Intel Arc A-series desktop graphics card pricing leaks out

Intel Arc needs more firepower or lower pricing to compete with the incumbent duo.

Intel Arc

The much-awaited Intel Arc GPUs have already been released in China. Coming to western shores later on in the year, a lot is already known about the underlying architecture and in-game performance. Now, wccftech claims to have pricing for the desktop Arc stack, comparing it with current Nvidia and AMD competitors. Intel’s purported positioning and pricing makes for wholesome reading.

Intel Arc pricing.
Image credit: wccftech

As you may know, Intel segregates the Arc line-up into 300-, 500-, and 700-series. A310 and A380 use the smaller, leaner ACM-G11 die whilst A580, A750 and A770 harness ACM-G10 for up to 32 Xe cores and more performance. Zooming in, A300-series is designed as the first step up from integrated graphics, offering, we imagine, FHD gameplay at medium-quality settings. A580 likely ups that to FHD with high/max settings and A750/A770 appears, on paper at least, to be QHD high/max settings type of GPUs.

The first point of note is where Intel is capping probable performance. Going by the chart, A770 is the premier solution featuring either 8GB or 16GB of memory. Intel quotes a power budget of 225W, which is noticeably higher than competitor Radeon 6650 XT’s 180W and Nvidia’s RTX 3060 Ti’s 200W. Matters get worse when comparing A580 to rivals, as Intel looks to cede performance to Radeon RX 6600, even though the power budget is significantly higher than AMD’s better-performing solution.

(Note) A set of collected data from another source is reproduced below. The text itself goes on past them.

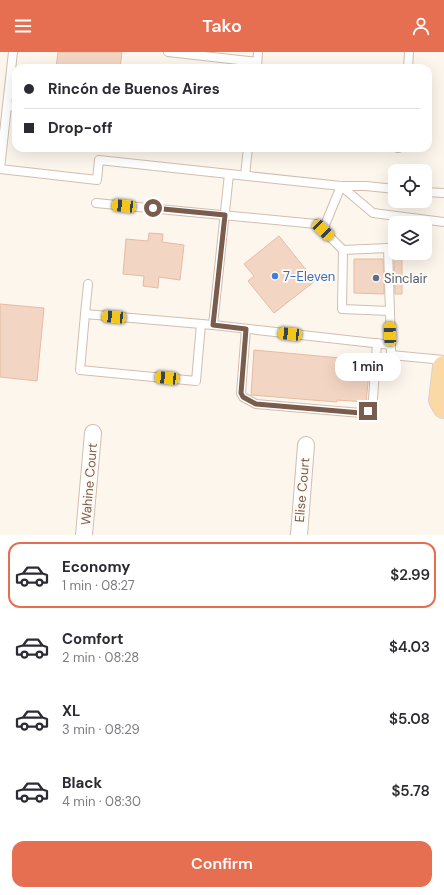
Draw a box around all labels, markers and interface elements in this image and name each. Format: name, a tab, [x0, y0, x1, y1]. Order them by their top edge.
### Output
text: Tako	[202, 14, 242, 38]
icon: menu	[12, 15, 34, 37]
icon: person	[410, 15, 432, 37]
text: Rincón de Buenos Aires	[48, 79, 220, 99]
text: Drop-off	[48, 118, 113, 138]
map controls	[388, 164, 432, 260]
button: locate	[388, 164, 432, 208]
car	[111, 199, 137, 213]
route start	[144, 199, 162, 217]
button: layers	[388, 216, 432, 260]
car	[310, 217, 336, 243]
place label: 7-Eleven	[283, 268, 335, 285]
place label: Sinclair	[384, 270, 428, 287]
marker: 7-Eleven	[270, 271, 280, 281]
marker: Sinclair	[371, 273, 381, 283]
car	[102, 310, 126, 324]
car	[384, 322, 396, 346]
car	[277, 327, 303, 341]
callout: 1 min	[335, 353, 401, 381]
text: 1 min	[352, 358, 384, 375]
car	[154, 371, 180, 385]
route end	[359, 402, 377, 420]
street label: Wahine Court	[77, 442, 101, 526]
street label: Elise Court	[291, 457, 313, 523]
icon: car	[14, 557, 50, 593]
text: Economy	[62, 557, 130, 577]
text: $2.99	[390, 565, 430, 585]
text: 1 min · 08:27	[62, 577, 135, 594]
icon: car	[14, 629, 50, 665]
text: Comfort	[62, 629, 123, 649]
text: $4.03	[389, 637, 430, 657]
text: 2 min · 08:28	[62, 649, 139, 666]
icon: car	[14, 701, 50, 737]
text: XL	[62, 701, 80, 721]
text: $5.08	[389, 709, 430, 729]
text: 3 min · 08:29	[62, 721, 140, 738]
icon: car	[14, 773, 50, 809]
text: Black	[62, 773, 102, 793]
text: $5.78	[391, 781, 430, 801]
text: 4 min · 08:30	[62, 793, 141, 810]
button: Confirm	[12, 841, 432, 887]

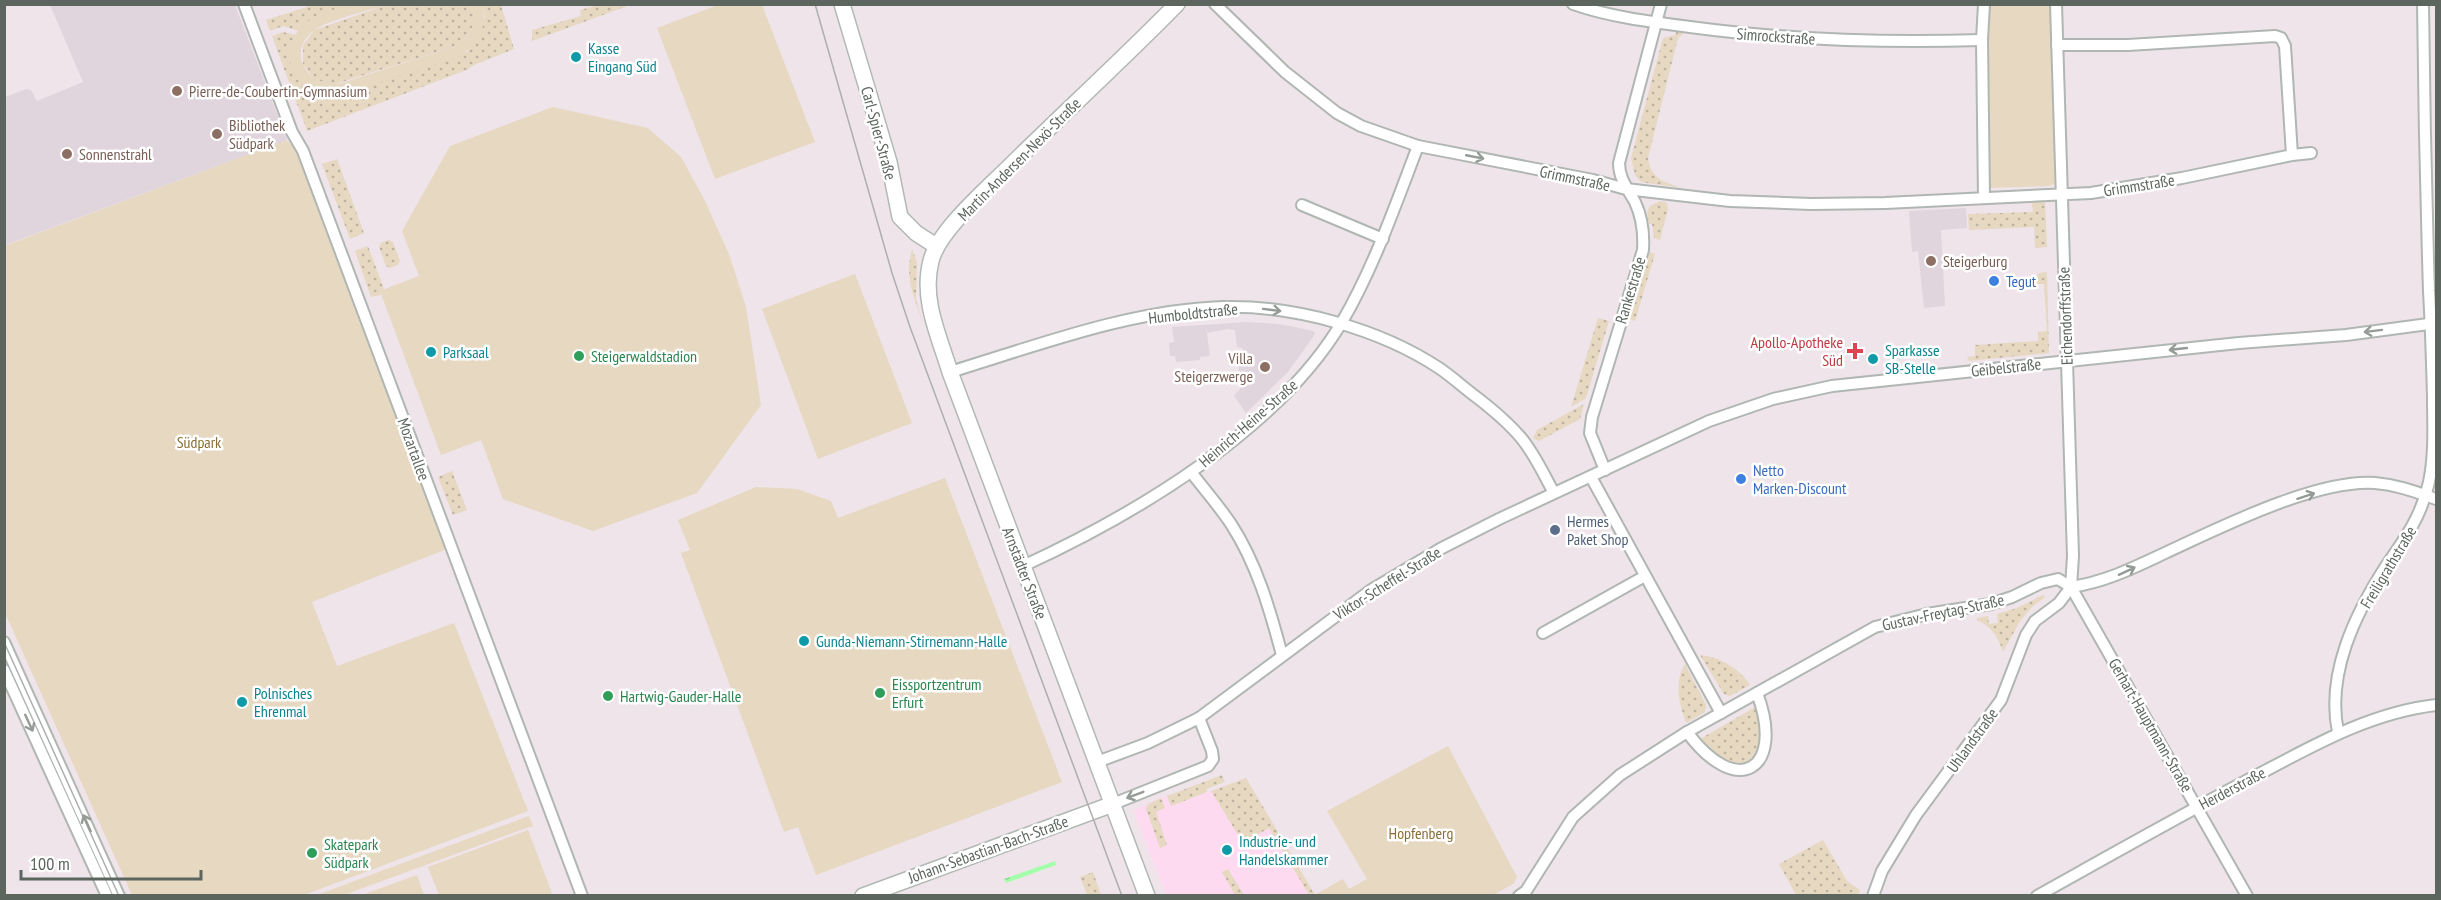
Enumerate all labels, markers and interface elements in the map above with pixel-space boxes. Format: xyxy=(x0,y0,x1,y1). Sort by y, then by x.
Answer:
street label: Simrockstraße xyxy=(1736,23,1816,49)
place label: Kasse Eingang Süd xyxy=(588,38,657,76)
marker: Kasse Eingang Süd xyxy=(569,50,583,64)
place label: Pierre-de-Coubertin-Gymnasium xyxy=(189,81,367,101)
marker: Pierre-de-Coubertin-Gymnasium xyxy=(170,84,184,98)
street label: Carl-Spier-Straße xyxy=(857,84,901,182)
street label: Martin-Andersen-Nexö-Straße xyxy=(953,93,1085,225)
place label: Bibliothek Südpark xyxy=(229,115,286,153)
marker: Bibliothek Südpark xyxy=(210,127,224,141)
place label: Sonnenstrahl xyxy=(79,144,152,164)
marker: Sonnenstrahl xyxy=(60,147,74,161)
one-way arrow xyxy=(1465,152,1485,163)
street label: Grimmstraße xyxy=(1538,161,1612,195)
street label: Grimmstraße xyxy=(2102,170,2176,200)
place label: Steigerburg xyxy=(1943,251,2007,271)
street label: Rankestraße xyxy=(1610,254,1650,326)
marker: Steigerburg xyxy=(1924,254,1938,268)
street label: Eichendorffstraße xyxy=(2053,267,2077,365)
place label: Tegut xyxy=(2006,271,2037,291)
marker: Tegut xyxy=(1987,274,2001,288)
street label: Humboldtstraße xyxy=(1147,298,1239,328)
one-way arrow xyxy=(1262,305,1282,316)
one-way arrow xyxy=(2363,326,2383,337)
place label: Apollo-Apotheke Süd xyxy=(1750,332,1843,370)
place label: Sparkasse SB-Stelle xyxy=(1885,340,1940,378)
place label: Parksaal xyxy=(443,342,489,362)
marker: Apollo-Apotheke Süd xyxy=(1848,344,1862,358)
one-way arrow xyxy=(2169,344,2189,355)
marker: Parksaal xyxy=(424,345,438,359)
place label: Steigerwaldstadion xyxy=(591,346,697,366)
place label: Villa Steigerzwerge xyxy=(1174,348,1253,386)
marker: Steigerwaldstadion xyxy=(572,349,586,363)
marker: Sparkasse SB-Stelle xyxy=(1866,352,1880,366)
street label: Geibelstraße xyxy=(1970,353,2042,381)
marker: Villa Steigerzwerge xyxy=(1258,360,1272,374)
street label: Heinrich-Heine-Straße xyxy=(1195,375,1301,471)
street label: Mozartallee xyxy=(393,415,435,483)
park label: Südpark xyxy=(177,432,222,452)
place label: Netto Marken-Discount xyxy=(1753,460,1847,498)
marker: Netto Marken-Discount xyxy=(1734,472,1748,486)
one-way arrow xyxy=(2296,489,2315,500)
place label: Hermes Paket Shop xyxy=(1567,511,1628,549)
street label: Freiligrathstraße xyxy=(2356,522,2420,612)
marker: Hermes Paket Shop xyxy=(1548,523,1562,537)
street label: Arnstädter Straße xyxy=(998,524,1052,622)
street label: Viktor-Scheffel-Straße xyxy=(1329,542,1444,625)
one-way arrow xyxy=(2117,564,2135,576)
street label: Gustav-Freytag-Straße xyxy=(1880,589,2006,635)
place label: Gunda-Niemann-Stirnemann-Halle xyxy=(816,631,1007,651)
marker: Gunda-Niemann-Stirnemann-Halle xyxy=(797,634,811,648)
street label: Gerhart-Hauptmann-Straße xyxy=(2105,655,2197,795)
place label: Eissportzentrum Erfurt xyxy=(892,674,982,712)
place label: Polnisches Ehrenmal xyxy=(254,683,312,721)
place label: Hartwig-Gauder-Halle xyxy=(620,686,741,706)
marker: Eissportzentrum Erfurt xyxy=(873,686,887,700)
marker: Hartwig-Gauder-Halle xyxy=(601,689,615,703)
marker: Polnisches Ehrenmal xyxy=(235,695,249,709)
street label: Uhlandstraße xyxy=(1942,704,2002,776)
one-way arrow xyxy=(24,713,35,731)
street label: Herderstraße xyxy=(2195,762,2269,814)
one-way arrow xyxy=(1127,790,1145,801)
street label: Johann-Sebastian-Bach-Straße xyxy=(904,811,1071,888)
one-way arrow xyxy=(80,814,91,832)
park label: Hopfenberg xyxy=(1389,823,1453,843)
place label: Industrie- und Handelskammer xyxy=(1239,831,1329,869)
place label: Skatepark Südpark xyxy=(324,834,379,872)
scale bar xyxy=(21,843,201,881)
marker: Industrie- und Handelskammer xyxy=(1220,843,1234,857)
marker: Skatepark Südpark xyxy=(305,846,319,860)
text: 100 m xyxy=(30,852,70,875)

We’re surprised to see no model in the crucial $150-$199 space – A380 is not powerful enough and A580 appears to be too robust to fit in. It’s likely Intel will release a slower A500-series card eventually, tapping into this rich mainstream seam.

It makes sense for Intel to stack the mainstream end of the market ($99-$379) first as that’s where the real volume is. There’s still time for Intel to fine-tune drivers with an eye on increasing overall performance for each SKU in the line-up… and going by the chart, it will need to. From our point of view, it won’t be difficult for Nvidia and AMD to counter-market against the burgeoning Intel line-up – the pair already has proven in-market GPUs that offer predictable gaming performance achieved through years of experience.

The fight is on… and Intel is the underdog.